Exercise objective:
The required result is every line of the records that includes "nowrap".
Start of Source information
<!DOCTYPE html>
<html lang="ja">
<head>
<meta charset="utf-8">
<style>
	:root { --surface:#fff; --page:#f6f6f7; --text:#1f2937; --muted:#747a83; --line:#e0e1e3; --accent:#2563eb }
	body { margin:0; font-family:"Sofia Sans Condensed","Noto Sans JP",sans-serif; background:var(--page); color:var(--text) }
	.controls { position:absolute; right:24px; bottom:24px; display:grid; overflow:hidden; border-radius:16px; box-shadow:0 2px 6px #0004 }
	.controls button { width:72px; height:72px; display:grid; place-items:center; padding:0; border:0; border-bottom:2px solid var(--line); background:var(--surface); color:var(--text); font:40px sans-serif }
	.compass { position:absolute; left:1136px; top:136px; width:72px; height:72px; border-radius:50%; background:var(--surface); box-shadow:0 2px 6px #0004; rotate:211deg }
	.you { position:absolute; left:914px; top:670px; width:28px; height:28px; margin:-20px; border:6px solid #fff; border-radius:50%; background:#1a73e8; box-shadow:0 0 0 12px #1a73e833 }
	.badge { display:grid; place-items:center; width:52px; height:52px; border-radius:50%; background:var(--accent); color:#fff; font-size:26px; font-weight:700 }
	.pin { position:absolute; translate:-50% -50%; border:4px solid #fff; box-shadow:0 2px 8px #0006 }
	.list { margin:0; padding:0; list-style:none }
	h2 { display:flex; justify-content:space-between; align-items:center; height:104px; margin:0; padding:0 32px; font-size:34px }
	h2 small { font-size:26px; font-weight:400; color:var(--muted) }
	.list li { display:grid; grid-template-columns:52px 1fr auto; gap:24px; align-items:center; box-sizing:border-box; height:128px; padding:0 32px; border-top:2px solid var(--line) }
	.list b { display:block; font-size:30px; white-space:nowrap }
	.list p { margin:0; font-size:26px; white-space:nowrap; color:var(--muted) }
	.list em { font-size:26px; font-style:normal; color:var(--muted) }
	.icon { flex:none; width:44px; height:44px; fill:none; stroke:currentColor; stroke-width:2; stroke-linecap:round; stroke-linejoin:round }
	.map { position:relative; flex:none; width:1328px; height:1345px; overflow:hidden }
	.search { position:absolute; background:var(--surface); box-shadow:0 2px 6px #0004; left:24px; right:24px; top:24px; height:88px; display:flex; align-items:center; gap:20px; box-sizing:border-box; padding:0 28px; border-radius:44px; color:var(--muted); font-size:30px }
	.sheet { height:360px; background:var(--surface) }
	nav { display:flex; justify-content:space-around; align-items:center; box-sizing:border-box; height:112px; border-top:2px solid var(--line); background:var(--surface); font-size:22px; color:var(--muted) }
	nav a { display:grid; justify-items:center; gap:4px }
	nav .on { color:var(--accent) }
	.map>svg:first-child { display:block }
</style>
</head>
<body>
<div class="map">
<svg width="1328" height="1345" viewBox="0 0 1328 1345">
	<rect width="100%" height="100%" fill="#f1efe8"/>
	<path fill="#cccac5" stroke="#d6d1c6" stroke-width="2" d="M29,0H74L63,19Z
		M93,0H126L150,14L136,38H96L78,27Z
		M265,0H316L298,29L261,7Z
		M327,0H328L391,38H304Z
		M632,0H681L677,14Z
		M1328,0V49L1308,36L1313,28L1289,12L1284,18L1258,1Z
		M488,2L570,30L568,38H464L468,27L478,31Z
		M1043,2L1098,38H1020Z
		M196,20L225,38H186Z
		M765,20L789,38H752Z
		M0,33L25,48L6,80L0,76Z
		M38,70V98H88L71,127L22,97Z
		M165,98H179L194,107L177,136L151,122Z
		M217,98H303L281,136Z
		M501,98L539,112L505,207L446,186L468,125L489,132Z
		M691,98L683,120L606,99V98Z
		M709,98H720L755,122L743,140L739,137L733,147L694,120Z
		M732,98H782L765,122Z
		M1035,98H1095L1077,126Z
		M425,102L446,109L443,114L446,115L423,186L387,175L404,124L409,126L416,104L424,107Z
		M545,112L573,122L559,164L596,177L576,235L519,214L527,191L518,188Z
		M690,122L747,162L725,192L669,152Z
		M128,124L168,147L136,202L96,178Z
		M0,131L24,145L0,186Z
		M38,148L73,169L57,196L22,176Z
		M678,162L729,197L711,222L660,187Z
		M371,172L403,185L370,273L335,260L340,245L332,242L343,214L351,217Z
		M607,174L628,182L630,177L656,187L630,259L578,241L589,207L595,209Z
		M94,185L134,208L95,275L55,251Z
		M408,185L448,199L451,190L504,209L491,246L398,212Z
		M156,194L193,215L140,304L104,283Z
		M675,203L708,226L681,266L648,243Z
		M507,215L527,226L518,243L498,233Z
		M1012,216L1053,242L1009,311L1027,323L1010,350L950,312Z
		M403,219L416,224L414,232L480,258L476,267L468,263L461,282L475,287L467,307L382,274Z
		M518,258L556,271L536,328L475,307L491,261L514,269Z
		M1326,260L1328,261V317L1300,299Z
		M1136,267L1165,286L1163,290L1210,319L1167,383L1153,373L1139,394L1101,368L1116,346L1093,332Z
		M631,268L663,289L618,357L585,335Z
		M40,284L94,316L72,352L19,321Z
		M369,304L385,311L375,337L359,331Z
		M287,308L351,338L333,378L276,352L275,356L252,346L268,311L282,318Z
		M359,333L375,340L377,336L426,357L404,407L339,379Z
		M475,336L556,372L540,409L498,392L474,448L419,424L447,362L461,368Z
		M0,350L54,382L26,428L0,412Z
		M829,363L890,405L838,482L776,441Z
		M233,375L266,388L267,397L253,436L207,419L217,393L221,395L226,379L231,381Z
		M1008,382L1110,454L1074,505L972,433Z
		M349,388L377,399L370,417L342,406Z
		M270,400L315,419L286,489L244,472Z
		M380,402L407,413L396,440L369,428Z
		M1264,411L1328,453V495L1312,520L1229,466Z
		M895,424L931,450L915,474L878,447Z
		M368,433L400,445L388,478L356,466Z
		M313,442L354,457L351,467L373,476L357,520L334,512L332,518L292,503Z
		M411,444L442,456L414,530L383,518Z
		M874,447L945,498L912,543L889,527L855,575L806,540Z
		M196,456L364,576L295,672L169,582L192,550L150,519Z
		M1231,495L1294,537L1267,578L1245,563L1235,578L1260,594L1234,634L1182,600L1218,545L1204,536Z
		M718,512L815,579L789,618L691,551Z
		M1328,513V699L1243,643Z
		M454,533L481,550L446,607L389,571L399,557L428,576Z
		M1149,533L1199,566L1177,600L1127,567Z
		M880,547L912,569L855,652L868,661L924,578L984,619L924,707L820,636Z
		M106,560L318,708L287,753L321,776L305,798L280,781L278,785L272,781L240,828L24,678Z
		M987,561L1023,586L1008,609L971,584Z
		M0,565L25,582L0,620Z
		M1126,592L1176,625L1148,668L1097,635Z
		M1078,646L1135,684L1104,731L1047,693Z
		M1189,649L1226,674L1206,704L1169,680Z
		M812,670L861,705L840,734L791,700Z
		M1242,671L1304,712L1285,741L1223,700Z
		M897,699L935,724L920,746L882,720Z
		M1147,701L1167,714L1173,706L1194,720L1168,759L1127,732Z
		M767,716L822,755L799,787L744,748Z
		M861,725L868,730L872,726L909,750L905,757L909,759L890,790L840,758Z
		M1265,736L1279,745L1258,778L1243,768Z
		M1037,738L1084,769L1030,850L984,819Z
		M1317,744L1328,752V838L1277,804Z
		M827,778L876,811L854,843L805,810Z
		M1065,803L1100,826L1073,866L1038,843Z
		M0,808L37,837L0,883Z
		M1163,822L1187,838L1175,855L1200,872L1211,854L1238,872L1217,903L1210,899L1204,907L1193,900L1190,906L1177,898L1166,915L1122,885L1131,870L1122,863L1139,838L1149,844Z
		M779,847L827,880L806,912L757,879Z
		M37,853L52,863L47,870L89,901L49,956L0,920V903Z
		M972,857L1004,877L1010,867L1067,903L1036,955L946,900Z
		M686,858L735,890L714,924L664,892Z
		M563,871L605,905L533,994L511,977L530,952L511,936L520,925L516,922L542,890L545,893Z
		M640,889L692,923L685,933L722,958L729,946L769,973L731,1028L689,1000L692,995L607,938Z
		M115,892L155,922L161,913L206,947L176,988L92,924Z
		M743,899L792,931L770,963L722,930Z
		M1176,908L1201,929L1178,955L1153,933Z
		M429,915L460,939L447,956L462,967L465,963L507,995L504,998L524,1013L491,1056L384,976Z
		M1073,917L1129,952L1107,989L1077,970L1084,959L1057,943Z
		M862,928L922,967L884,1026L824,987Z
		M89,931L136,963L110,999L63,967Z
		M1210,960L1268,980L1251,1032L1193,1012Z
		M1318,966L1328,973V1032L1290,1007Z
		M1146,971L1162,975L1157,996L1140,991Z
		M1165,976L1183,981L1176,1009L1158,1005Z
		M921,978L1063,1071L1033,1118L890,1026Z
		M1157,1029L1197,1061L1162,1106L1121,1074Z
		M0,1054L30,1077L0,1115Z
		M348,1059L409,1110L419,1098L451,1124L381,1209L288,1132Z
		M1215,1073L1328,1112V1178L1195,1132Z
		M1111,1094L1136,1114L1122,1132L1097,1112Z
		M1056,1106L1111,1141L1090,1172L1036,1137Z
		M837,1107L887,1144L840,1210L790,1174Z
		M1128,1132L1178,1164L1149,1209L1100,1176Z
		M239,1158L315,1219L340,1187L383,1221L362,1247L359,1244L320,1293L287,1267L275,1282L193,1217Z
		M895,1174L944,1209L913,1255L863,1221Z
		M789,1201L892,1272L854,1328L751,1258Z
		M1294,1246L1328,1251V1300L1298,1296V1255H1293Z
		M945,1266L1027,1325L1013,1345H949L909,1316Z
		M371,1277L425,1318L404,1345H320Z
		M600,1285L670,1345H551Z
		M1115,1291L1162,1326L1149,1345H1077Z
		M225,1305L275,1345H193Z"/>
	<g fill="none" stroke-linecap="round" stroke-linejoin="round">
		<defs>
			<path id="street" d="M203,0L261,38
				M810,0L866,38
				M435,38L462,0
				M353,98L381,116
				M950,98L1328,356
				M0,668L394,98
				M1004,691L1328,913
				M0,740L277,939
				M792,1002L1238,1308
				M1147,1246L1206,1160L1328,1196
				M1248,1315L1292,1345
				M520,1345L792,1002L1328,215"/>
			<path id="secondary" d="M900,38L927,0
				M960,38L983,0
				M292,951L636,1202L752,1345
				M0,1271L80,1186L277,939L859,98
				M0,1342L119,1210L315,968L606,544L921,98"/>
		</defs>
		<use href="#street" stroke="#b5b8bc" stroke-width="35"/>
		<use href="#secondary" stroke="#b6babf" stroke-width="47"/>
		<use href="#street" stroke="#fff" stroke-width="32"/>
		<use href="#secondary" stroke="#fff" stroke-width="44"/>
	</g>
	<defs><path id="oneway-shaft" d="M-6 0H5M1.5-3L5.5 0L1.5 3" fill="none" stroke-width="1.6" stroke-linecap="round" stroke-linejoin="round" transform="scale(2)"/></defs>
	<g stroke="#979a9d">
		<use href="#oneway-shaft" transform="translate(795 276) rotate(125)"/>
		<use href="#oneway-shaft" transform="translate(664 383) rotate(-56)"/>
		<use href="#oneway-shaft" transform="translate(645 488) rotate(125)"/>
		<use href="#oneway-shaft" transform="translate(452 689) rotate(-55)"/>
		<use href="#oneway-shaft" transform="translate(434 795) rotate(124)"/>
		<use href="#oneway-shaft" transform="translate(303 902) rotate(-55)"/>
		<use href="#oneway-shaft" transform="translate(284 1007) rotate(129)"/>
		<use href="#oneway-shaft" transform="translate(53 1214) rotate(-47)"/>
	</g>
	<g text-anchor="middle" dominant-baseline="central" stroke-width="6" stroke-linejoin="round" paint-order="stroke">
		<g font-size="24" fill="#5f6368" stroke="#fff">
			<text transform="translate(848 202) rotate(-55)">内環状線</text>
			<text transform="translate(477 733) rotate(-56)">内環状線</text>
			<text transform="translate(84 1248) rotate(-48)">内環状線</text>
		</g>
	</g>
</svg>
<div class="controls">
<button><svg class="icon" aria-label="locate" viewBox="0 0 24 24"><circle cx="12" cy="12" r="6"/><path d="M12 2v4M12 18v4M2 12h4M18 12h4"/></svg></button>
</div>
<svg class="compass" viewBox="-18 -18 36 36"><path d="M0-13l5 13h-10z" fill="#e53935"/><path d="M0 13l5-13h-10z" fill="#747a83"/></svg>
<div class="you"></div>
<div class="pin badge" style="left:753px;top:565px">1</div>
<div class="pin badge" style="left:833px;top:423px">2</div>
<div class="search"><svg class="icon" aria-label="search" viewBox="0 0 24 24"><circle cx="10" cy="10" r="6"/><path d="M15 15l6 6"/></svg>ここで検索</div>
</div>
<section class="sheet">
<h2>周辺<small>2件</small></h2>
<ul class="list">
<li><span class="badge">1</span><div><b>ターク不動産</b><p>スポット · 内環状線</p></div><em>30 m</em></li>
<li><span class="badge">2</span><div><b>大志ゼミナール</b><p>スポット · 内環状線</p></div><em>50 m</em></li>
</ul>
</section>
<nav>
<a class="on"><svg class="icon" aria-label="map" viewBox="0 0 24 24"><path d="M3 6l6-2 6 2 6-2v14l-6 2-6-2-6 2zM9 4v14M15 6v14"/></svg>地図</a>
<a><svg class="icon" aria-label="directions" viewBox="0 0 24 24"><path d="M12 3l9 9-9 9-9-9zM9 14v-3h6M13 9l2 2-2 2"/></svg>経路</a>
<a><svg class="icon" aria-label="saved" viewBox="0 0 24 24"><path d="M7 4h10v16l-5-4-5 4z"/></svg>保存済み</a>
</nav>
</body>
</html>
End of Source information
Answer section:
	.list b { display:block; font-size:30px; white-space:nowrap }
	.list p { margin:0; font-size:26px; white-space:nowrap; color:var(--muted) }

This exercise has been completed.